Lines holding the word "place" in the material below: count them and write the number alone.

- Opening Delimiter -

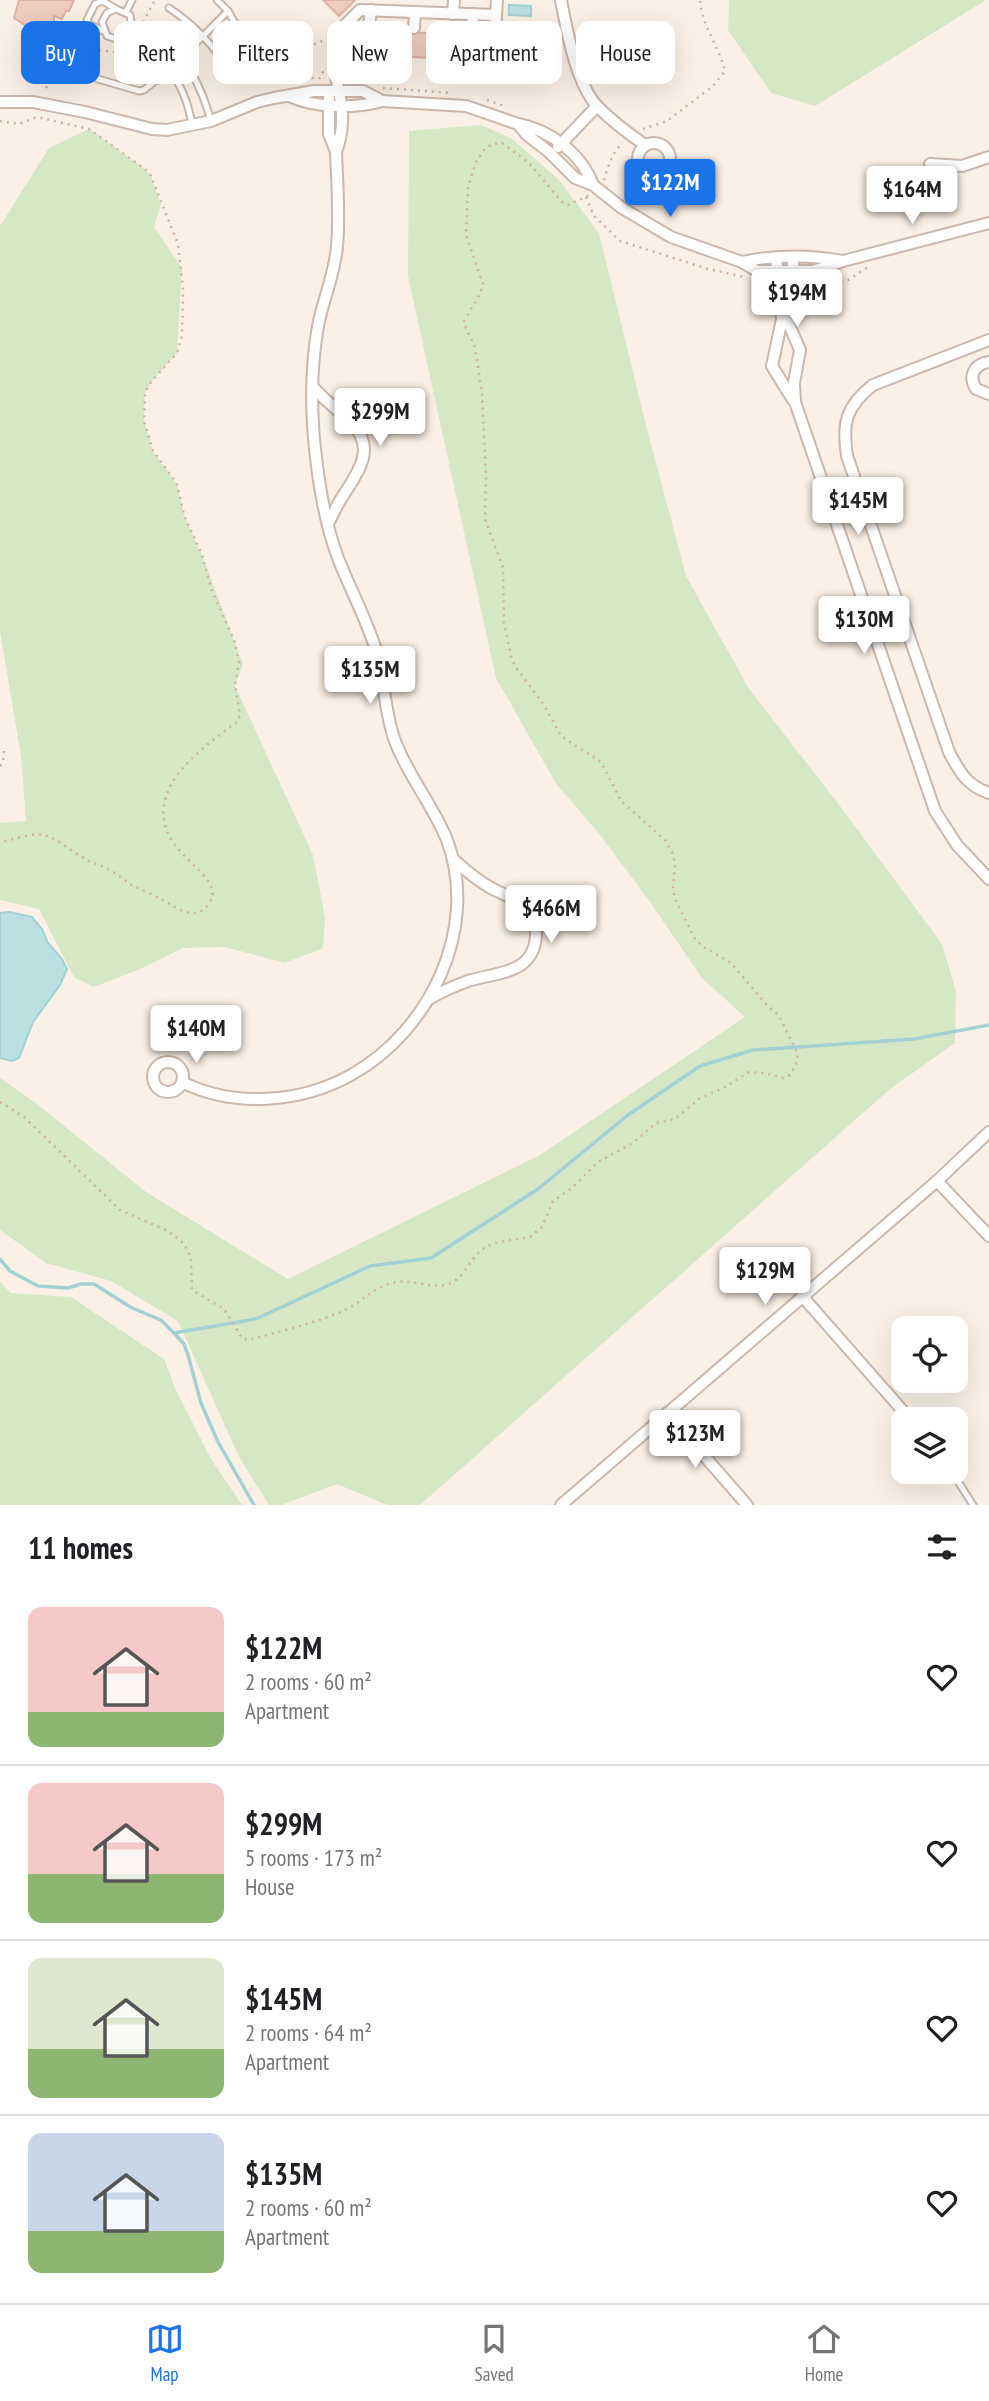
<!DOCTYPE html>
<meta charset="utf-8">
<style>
:root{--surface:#fff;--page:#f2f2f2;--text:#202124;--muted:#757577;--line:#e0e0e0;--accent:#1a73e8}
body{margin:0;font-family:"PT Sans Narrow",sans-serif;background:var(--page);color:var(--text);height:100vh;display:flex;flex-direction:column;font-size:26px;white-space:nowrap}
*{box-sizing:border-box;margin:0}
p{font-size:23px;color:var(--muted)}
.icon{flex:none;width:38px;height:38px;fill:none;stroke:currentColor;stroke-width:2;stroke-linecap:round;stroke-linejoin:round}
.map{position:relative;height:1505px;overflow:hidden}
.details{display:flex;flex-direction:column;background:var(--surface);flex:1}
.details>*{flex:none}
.guide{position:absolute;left:21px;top:21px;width:948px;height:63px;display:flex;gap:14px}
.controls{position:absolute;left:891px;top:1316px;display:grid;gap:14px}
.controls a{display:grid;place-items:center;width:77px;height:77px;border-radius:14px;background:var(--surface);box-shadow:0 7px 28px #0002;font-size:35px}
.price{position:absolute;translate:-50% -60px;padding:0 16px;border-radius:7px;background:#fff;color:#222;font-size:23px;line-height:46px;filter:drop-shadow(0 2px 4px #0008)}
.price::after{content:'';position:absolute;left:50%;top:42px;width:21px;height:16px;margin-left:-10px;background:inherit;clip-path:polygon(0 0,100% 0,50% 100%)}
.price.selected{background:var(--accent);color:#fff}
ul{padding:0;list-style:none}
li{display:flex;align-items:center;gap:21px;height:175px;padding:0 28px}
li+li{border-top:2px solid var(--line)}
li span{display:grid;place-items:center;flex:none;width:196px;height:140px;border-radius:14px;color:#555}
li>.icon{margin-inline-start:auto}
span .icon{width:84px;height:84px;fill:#fffc;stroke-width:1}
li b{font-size:30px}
h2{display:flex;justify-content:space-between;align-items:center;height:84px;padding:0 28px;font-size:30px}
.tag{padding:0 24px;border-radius:14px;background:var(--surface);box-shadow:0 7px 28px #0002;font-size:24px;line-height:63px}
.tag.selected{background:var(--accent);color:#fff}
.dock{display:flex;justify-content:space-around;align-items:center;height:98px;border-top:2px solid var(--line);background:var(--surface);font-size:19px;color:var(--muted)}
.dock a{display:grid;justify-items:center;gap:4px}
.dock .selected{color:var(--accent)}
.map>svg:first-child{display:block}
.green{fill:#d6e7c5}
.water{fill:#bbe0e2;stroke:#a2d0d3;stroke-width:2}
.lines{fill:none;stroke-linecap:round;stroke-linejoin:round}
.stream{stroke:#a2d0d3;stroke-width:3.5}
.building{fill:#eecdbf;stroke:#dfb2a1;stroke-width:2}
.service-casing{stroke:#cbb7ac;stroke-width:9}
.minor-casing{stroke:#cbb7ac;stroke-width:14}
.path{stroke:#d2b0a2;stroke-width:2.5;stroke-dasharray:2 5;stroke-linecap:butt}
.service{stroke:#fff;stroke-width:5}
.minor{stroke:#fff;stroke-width:10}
</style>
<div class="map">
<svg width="989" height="1505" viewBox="0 0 989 1505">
<rect width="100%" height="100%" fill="#faf0e5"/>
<g class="green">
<polygon points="729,0 986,0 815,106 771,93 728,30"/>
<polygon points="481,125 511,138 558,179 599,233 646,425 686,576 749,689 840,806 942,944 956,992 955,1043 890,1089 420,1505 387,1505 337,1484 281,1505 269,1505 239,1457 178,1321 111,1281 46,1263 0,1230 0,1078 37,1104 146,1192 288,1279 540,1155 745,1017 702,978 648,899 597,831 557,785 496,678 408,276 409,131"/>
<polygon points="89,129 145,169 151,176 161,204 154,227 182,268 177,353 151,382 145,393 144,421 153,451 177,484 184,515 202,555 243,664 235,686 313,855 325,918 323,948 285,963 225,947 183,948 138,970 94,987 74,977 39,909 0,900 0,823 26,821 21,756 0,631 0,226 49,148"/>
<polygon points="0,1282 11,1293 71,1297 164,1359 175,1388 211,1459 242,1505 0,1505"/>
</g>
<g class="water">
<polygon points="509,5 531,6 531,16 509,15"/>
<polygon points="9,912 32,917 42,929 48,943 62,959 67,969 60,985 33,1022 19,1058 12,1061 0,1058 0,913"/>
</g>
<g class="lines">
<g class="stream">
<polyline points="0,1259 10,1271 38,1286 68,1288 81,1284 94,1284 132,1308 161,1320 174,1333 184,1344 188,1355 201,1403 218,1442 254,1505"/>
<polyline points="174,1333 256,1319 370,1266 431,1258 538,1189 628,1115 700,1066 753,1050 914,1039 989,1025"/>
</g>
</g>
<g class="building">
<polygon points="19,0 74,0 69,11 66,11 62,19 54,16 54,28 41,50 31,44 36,32 14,18"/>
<polygon points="323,0 355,0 339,16"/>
<polygon points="353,31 538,36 537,64 343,53 344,41"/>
</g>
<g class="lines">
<defs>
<g id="service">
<polyline points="217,0 228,11 252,53"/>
<path d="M169,8C196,26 215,46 231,74"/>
<polyline points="126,12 132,0"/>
<path d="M132,25C181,47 197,72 211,121"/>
<polyline points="103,31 89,24 87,20 95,4 103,1 116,9"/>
<path d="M126,37L132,30L130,15L116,9L107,13L102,22L107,36L116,39L126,37C166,61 183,77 192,124"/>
<polyline points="98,79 139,91 144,90 170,69 228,11"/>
<polyline points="952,1472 973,1505"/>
</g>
<g id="minor">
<path d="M561,0C567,31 576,84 598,107C612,121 629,134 645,145"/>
<polyline points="453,14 454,0"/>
<polyline points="496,15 495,34 523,35"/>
<polyline points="369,25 371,10"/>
<polyline points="414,28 415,13"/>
<polyline points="472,29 473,14"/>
<path d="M289,96C316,108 355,109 382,101"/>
<polyline points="329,98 329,134 336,152"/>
<polyline points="0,102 33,102 85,112 152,129 167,130 211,121 257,102 274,98 314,91 363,91 382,101 466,106 518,124"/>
<circle cx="654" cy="159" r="16"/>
<polyline points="558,147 597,106"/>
<polyline points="930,164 962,166 989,157"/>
<path d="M593,185C582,154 550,130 518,124L526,134L549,152L575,178L593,185L622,208L671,237L742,262L757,271H813L843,261L989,223"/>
<polyline points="793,257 793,296 787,320 800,350 794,383 795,402 935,811 957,845 989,879"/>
<polyline points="776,258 782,319 772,366 793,400"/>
<path d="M742,262C775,255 811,255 843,261"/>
<path d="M989,340L873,385C846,406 842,423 847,456L949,752C959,771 967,786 989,793"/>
<path d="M989,362C974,364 968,376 976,389L989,394"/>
<path d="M314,388C326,402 341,412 354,426C377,451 355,476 341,499C336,507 332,516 328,524"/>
<path d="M429,999C441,992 454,986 468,981C496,972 534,975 536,935C536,923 533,914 524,906C515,898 502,894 491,888C477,880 465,870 453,859"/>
<circle cx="168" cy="1077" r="15"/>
<path d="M182,1082C234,1108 301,1103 351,1075C430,1031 480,928 447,840C433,805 408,776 395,741C384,712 385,680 376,650C366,618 350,589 338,558C327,529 321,497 317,466C311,421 310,371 318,326C323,299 335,274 337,246C340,215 337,183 336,152C346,126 342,104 336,77C333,63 336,47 337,33L360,10L496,15L497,0"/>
<polyline points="937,1181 989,1236"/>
<polyline points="802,1296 910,1419"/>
<polyline points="667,1413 747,1505"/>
<polyline points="561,1505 937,1181 989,1132"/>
</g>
</defs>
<use href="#service" class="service-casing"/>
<use href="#minor" class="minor-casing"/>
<g class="path">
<polyline points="143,22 155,0"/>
<polyline points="258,25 278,58 325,40"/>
<polyline points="286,54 314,79 320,78 324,70"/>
<path d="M46,88C63,60 71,46 106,51C115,52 120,53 127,49"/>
<polyline points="383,88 453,93"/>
<polyline points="487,100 507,107"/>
<path d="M0,121L19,124L37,117L89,129L145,169L151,176L178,244L183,289L182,336L177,353L151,382L145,393L144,421L153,451L177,484L184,515L202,555L212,591L234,640L239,662L235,685L240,714L238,721C216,738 187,758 172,783C135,850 229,870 210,902C207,908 200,913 193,913C181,913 169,903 159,898C150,893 139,889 130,884C123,879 116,873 108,869C100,865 91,863 84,858C72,852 60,840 47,836C33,831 14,840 0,842"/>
<path d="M643,129L667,121L713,86L725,71C719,46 702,27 700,0"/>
<path d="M604,180C608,167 612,152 623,143"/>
<polyline points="586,197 594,216 620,241 708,269 744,277"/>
<polyline points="813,284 817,285 848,280 868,267"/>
<polyline points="0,766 3,762 4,750"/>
<path d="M0,1102L24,1117L120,1210L168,1231L183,1243L191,1257L192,1290L224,1309L242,1338L248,1340C279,1332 311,1324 341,1312C360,1304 372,1288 392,1283C410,1278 428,1288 445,1285C464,1281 469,1259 483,1249C495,1240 516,1240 530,1237L542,1227L553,1201L572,1188L598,1162L633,1143L656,1123L675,1119L699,1099L725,1087L749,1072L764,1073L783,1078L790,1075L796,1064L798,1054L779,1016L765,1003L731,963L702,946L695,939L675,899L673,888L675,863L672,852L665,840L621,801L601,762L561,736L544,705L515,666L511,656L504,622L503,568L485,519L486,478L482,394L477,359L474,344L466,329L464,321L480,294L483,284L466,235L468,187L476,162L483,151L492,144L502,143L528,162L562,202L568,205L590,195"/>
</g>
<use href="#service" class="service"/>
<use href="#minor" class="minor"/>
</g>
</svg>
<div class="controls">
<a><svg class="icon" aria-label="locate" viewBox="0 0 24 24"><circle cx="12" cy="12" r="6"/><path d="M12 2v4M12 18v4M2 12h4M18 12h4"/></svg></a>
<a><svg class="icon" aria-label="layers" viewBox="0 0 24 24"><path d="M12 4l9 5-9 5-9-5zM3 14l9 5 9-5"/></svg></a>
</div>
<b class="price selected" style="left:670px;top:219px">$122M</b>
<b class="price" style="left:912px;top:226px">$164M</b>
<b class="price" style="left:797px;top:329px">$194M</b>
<b class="price" style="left:380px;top:448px">$299M</b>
<b class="price" style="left:858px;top:537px">$145M</b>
<b class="price" style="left:864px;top:656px">$130M</b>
<b class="price" style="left:370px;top:706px">$135M</b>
<b class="price" style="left:551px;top:945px">$466M</b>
<b class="price" style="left:196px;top:1065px">$140M</b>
<b class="price" style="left:765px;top:1307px">$129M</b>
<b class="price" style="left:695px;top:1470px">$123M</b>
<div class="guide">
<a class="tag selected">Buy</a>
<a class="tag">Rent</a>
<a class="tag">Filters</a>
<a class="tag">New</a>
<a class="tag">Apartment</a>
<a class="tag">House</a>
</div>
</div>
<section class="details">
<h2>11 homes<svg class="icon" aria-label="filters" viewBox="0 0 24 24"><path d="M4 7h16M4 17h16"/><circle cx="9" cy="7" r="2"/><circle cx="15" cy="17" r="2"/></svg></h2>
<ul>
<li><span style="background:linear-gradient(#f6c9c9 75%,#8fb573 0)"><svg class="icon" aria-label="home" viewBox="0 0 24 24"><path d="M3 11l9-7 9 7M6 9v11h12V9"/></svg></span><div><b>$122M</b><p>2 rooms · 60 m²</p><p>Apartment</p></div><svg class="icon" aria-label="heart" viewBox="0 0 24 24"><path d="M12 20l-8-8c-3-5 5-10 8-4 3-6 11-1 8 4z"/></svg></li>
<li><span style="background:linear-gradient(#f6c9c9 65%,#8fb573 0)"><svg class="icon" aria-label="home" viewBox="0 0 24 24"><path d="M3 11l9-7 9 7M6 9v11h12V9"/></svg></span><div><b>$299M</b><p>5 rooms · 173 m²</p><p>House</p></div><svg class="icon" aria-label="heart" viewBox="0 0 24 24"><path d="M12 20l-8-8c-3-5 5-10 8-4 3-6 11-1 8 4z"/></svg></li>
<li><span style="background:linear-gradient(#dfe7d0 65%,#8fb573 0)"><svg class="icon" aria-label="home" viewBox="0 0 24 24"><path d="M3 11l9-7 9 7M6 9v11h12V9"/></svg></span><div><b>$145M</b><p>2 rooms · 64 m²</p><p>Apartment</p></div><svg class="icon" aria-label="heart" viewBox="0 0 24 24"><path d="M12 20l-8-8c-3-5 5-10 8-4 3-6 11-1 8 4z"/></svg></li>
<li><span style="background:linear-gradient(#c9d6e8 70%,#8fb573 0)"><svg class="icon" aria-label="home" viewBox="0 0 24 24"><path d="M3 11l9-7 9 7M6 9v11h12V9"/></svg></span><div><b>$135M</b><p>2 rooms · 60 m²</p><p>Apartment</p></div><svg class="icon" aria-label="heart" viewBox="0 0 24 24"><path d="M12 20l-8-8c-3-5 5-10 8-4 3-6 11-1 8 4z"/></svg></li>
</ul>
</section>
<nav class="dock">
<a class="selected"><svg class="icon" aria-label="map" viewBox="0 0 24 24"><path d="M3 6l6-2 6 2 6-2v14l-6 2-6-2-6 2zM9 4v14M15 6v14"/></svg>Map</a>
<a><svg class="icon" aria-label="saved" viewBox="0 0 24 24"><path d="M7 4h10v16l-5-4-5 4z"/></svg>Saved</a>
<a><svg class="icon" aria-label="home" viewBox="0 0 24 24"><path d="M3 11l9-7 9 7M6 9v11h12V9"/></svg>Home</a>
</nav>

- Closing Delimiter -

**EXERCISE RESPONSE**
2